--- Provided records Enclosed Below ---

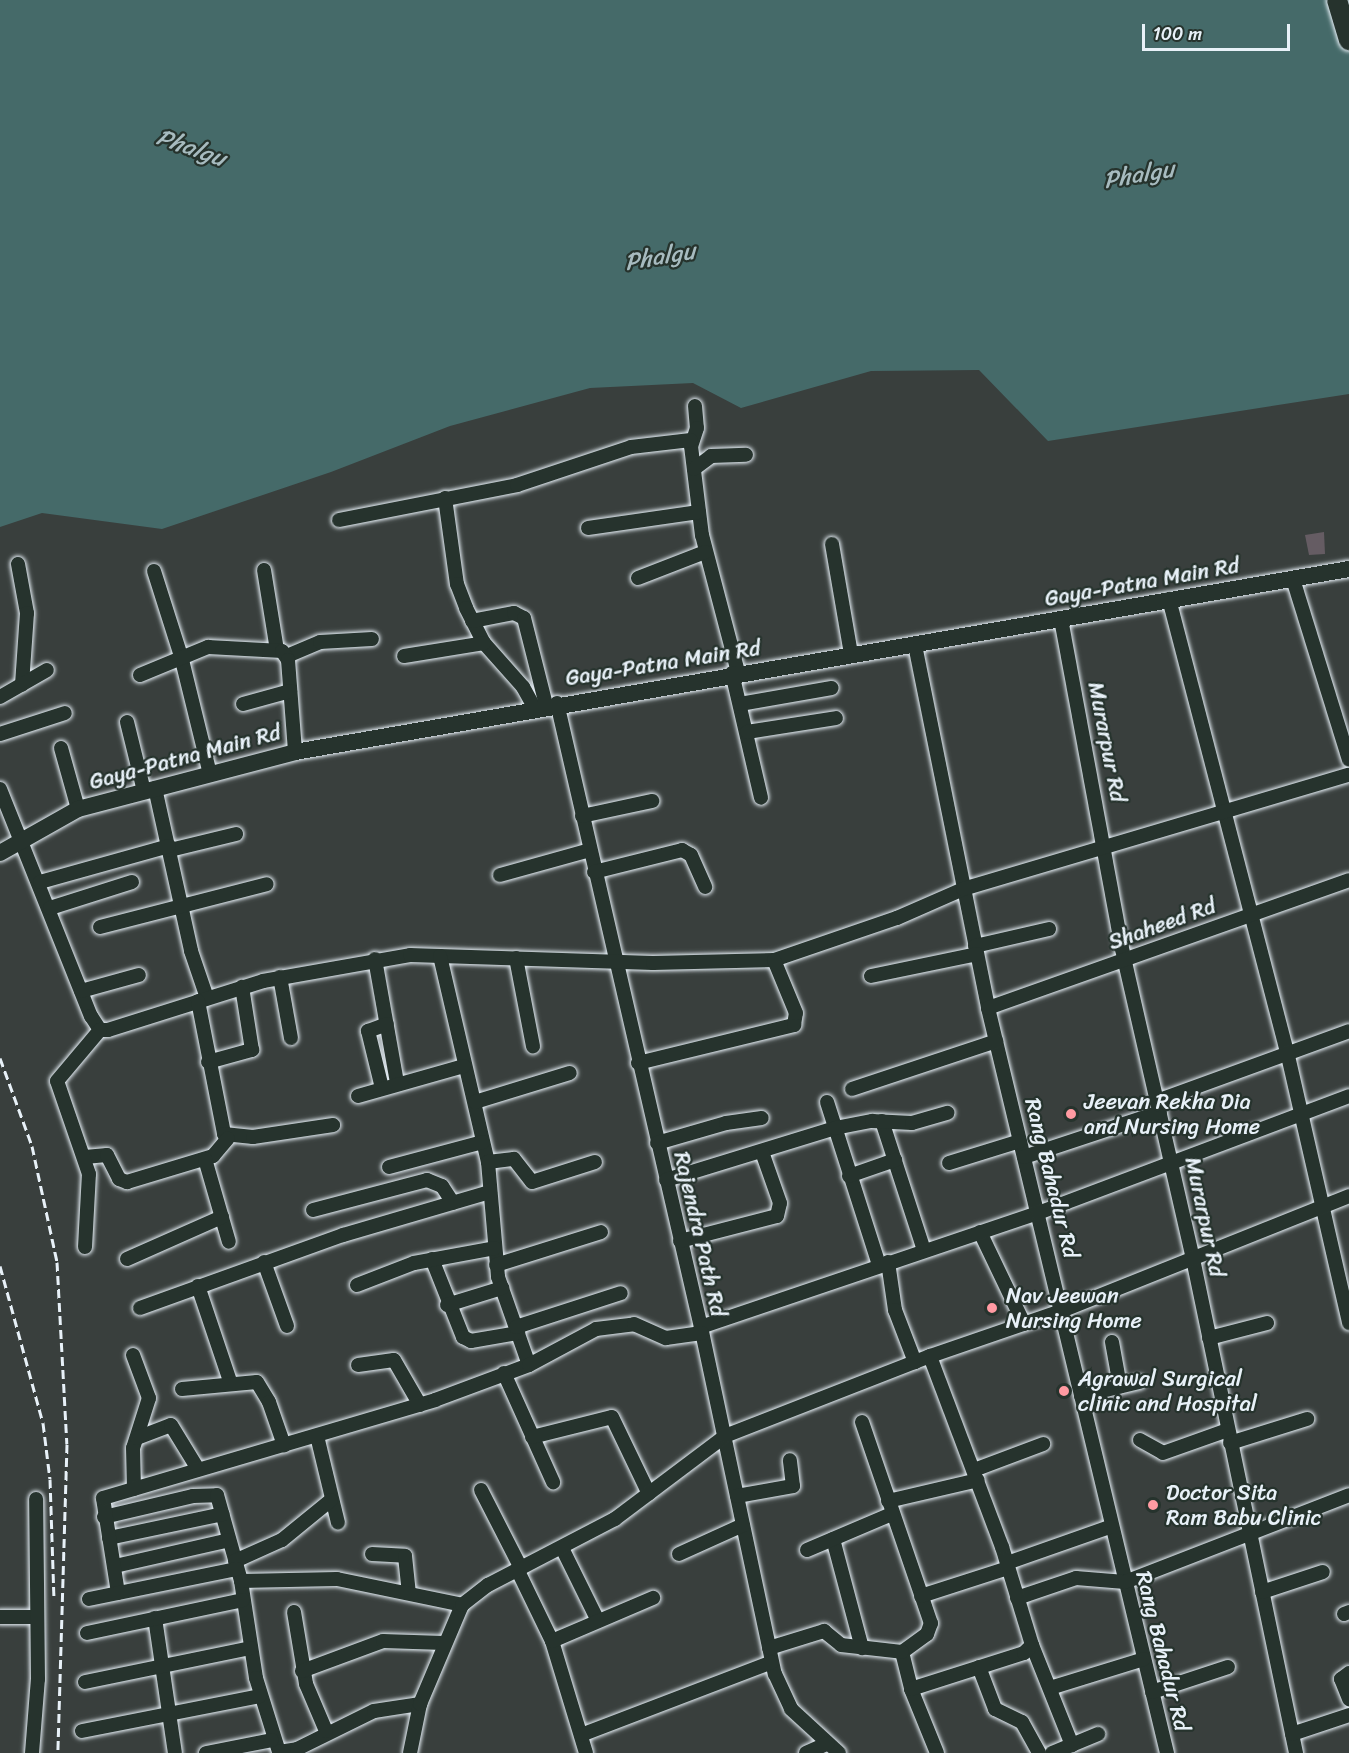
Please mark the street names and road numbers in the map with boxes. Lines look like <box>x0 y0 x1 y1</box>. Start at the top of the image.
street label: Gaya-Patna Main Rd <box>1043 552 1241 612</box>
street label: Gaya-Patna Main Rd <box>564 635 762 691</box>
street label: Murarpur Rd <box>1082 680 1132 804</box>
street label: Gaya-Patna Main Rd <box>86 719 284 795</box>
street label: Shaheed Rd <box>1105 892 1219 956</box>
street label: Rang Bahadur Rd <box>1019 1095 1085 1261</box>
street label: Rajendra Path Rd <box>668 1149 732 1319</box>
street label: Murarpur Rd <box>1179 1155 1231 1279</box>
street label: Rang Bahadur Rd <box>1130 1568 1196 1734</box>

--- End of Enclosed Provided records ---

Exercise details
Exactly as written, copy the entries above without their pictures.

Your solution
Please mark the street names and road numbers in the map with boxes. Lines look like <box>x0 y0 x1 y1</box>. Start at the top of the image.
street label: Gaya-Patna Main Rd <box>1043 552 1241 612</box>
street label: Gaya-Patna Main Rd <box>564 635 762 691</box>
street label: Murarpur Rd <box>1082 680 1132 804</box>
street label: Gaya-Patna Main Rd <box>86 719 284 795</box>
street label: Shaheed Rd <box>1105 892 1219 956</box>
street label: Rang Bahadur Rd <box>1019 1095 1085 1261</box>
street label: Rajendra Path Rd <box>668 1149 732 1319</box>
street label: Murarpur Rd <box>1179 1155 1231 1279</box>
street label: Rang Bahadur Rd <box>1130 1568 1196 1734</box>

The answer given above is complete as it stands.